Lapid: 'Coronavirus law' puts democracy in danger

Yesh Atid leader warns law gives too much power to Prime Minister Netanyahu, 'gives a criminal absolute power overt the police.'

Arutz Sheva Staff ,

Yair Lapid
Yair Lapid
Knesset channel

Yesh Atid chairman Yair Lapid attacked the 'Coronavirus law' which the Knesset is expected to approve Monday afternoon, calling the legislation a danger to democracy.

"The biggest threat to the State of Israel is not the coronavirus. The biggest threat to the State of Israel is that we stop being a democracy," Lapid argued.

He said, "There has never been anything like this. In our worst times, the Yom Kippur War, in the biggest economic crises, we have maintained Israeli democracy."

"After all the clashes and statements about a unity government, a replacement prime minister, all the powers in this law will be with one person: Binyamin Netanyahu. Section 38 of the law says: 'The prime minister is charged with the implementation of this law and may make regulations for its implementation.' What regulations? Any one he wants," Lapid warned.

"He is alone. There is no Knesset. There is no Cabinet. There is no government. There is no alternate prime minister. All the talk of equality is trash. One person. There has never been anything like this - never," he added.

"It is a law that gives a criminal absolute power over the police. The possibility of entering people's homes is in this law. It is a myth that they have abolished it. It can prohibit people from protesting against it. It will determine, it appears in the law, it will determine what 'reasonable use of force to prevent gatherings," he noted.

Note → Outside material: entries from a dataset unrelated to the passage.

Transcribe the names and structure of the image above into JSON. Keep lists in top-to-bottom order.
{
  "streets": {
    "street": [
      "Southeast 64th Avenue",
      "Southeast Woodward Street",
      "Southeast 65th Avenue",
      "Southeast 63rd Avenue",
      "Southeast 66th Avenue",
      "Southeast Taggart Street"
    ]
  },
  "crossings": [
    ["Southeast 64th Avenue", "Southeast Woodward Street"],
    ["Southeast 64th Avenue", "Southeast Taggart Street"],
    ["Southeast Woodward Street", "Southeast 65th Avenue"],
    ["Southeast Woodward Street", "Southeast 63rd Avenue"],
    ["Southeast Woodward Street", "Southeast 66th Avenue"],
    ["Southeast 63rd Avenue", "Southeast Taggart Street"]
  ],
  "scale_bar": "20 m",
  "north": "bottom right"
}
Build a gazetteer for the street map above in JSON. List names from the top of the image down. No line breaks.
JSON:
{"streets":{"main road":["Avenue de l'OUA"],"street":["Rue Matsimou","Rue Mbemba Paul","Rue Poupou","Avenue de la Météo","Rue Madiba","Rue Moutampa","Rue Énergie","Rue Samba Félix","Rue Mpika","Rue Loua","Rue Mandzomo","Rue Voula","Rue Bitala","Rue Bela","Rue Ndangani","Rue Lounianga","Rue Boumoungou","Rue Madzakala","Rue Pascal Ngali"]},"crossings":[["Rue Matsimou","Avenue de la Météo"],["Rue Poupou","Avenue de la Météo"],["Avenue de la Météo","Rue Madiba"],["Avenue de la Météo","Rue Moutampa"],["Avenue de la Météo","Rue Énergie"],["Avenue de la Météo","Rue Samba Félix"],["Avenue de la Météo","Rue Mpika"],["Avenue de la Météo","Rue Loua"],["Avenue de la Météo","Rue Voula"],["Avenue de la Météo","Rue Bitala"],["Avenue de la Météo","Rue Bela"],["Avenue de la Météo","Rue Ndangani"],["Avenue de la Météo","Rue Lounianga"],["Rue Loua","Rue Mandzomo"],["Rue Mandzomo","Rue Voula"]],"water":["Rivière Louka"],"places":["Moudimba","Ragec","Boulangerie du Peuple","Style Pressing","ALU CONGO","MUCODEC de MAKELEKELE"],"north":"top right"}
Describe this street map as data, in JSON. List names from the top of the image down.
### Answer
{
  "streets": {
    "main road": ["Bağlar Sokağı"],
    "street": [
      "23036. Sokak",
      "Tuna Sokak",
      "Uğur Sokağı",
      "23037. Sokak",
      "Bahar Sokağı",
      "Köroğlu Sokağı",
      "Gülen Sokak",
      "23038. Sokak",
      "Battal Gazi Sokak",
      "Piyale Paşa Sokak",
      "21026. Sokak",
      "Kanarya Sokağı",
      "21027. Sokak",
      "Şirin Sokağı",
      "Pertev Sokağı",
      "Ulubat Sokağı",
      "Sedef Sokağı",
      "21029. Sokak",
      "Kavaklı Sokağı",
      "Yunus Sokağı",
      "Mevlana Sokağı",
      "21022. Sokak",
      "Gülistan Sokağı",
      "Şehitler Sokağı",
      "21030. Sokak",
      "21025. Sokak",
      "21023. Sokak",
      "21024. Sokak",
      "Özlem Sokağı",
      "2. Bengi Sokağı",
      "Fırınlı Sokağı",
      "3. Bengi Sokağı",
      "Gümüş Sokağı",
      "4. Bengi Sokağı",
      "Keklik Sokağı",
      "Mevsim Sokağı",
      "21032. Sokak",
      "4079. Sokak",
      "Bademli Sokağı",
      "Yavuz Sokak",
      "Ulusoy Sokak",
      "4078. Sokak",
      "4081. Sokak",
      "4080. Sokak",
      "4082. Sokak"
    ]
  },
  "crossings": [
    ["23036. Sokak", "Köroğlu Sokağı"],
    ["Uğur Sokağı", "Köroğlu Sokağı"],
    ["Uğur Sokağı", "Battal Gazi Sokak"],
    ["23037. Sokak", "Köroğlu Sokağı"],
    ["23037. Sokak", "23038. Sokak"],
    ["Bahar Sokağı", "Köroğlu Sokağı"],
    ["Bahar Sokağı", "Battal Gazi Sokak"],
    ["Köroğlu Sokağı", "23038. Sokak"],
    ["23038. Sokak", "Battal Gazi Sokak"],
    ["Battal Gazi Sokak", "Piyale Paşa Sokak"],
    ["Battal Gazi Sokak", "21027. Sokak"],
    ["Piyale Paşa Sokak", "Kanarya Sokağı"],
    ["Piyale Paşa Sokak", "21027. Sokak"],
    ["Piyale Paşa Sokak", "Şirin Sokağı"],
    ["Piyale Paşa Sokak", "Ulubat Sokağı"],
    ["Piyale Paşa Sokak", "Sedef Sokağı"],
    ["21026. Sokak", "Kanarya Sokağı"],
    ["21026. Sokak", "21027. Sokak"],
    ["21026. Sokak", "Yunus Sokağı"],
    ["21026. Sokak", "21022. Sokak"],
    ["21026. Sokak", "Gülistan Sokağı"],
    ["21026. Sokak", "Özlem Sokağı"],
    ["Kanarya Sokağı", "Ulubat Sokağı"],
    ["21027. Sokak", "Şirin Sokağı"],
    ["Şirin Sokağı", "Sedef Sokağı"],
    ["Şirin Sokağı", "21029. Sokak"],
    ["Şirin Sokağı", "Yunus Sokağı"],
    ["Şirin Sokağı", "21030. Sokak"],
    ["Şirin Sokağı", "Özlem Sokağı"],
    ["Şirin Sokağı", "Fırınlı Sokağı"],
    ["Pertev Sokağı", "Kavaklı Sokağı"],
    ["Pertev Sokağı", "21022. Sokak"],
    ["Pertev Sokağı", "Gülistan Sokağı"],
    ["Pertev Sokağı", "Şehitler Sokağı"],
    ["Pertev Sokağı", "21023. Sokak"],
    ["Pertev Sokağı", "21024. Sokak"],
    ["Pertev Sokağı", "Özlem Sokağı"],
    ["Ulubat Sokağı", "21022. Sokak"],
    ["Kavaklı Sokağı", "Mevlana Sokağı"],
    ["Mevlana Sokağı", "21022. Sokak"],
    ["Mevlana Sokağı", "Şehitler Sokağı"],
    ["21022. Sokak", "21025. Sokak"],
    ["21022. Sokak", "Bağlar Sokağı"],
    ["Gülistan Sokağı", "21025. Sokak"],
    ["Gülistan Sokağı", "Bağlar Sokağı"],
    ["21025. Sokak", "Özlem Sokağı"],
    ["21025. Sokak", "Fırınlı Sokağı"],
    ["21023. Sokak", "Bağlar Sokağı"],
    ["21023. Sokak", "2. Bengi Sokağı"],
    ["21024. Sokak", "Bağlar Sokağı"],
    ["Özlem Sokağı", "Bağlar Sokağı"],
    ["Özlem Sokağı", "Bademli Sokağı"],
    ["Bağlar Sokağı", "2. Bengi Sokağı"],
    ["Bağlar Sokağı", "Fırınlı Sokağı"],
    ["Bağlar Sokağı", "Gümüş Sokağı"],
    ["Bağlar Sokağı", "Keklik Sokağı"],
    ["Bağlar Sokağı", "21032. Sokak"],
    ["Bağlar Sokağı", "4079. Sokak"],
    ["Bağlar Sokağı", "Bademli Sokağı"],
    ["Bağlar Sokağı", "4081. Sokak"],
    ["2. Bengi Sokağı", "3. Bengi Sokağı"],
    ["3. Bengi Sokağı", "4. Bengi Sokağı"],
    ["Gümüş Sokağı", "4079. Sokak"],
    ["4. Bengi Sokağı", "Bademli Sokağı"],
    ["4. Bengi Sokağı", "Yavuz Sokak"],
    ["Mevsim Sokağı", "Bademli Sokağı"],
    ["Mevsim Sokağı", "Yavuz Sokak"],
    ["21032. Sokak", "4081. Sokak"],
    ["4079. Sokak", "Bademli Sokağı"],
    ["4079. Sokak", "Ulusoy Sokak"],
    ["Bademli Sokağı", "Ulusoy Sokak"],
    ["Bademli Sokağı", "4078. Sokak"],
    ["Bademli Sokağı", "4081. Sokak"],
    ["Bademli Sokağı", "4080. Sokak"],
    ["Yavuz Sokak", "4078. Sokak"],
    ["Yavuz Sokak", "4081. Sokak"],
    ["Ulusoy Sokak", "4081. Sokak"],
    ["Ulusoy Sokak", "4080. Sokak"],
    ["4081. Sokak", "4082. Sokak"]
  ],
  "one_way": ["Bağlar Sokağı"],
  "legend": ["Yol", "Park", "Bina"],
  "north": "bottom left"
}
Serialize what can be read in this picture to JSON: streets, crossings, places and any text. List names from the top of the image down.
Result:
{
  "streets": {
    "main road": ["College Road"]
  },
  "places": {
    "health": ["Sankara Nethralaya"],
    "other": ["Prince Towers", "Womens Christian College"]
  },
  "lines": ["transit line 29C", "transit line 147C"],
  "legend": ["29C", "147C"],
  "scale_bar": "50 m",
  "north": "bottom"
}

"This is a law that defines a three-front war emergency. In the Gulf War missiles were fired at Israel, and there were 10 emergency regulations. Since the beginning of the coronavirus crisis, 70 emergency regulations have already been installed. In all of those 70 regulations, there is not a single word for the self-employed. It is all about the powers Netanyahu demanded and received. I have no expectations from this government, but the Knesset should prevent the approval of these regulations. The Knesset cannot agree to revoke all of its powers and pass them on to one person," Lapid concluded.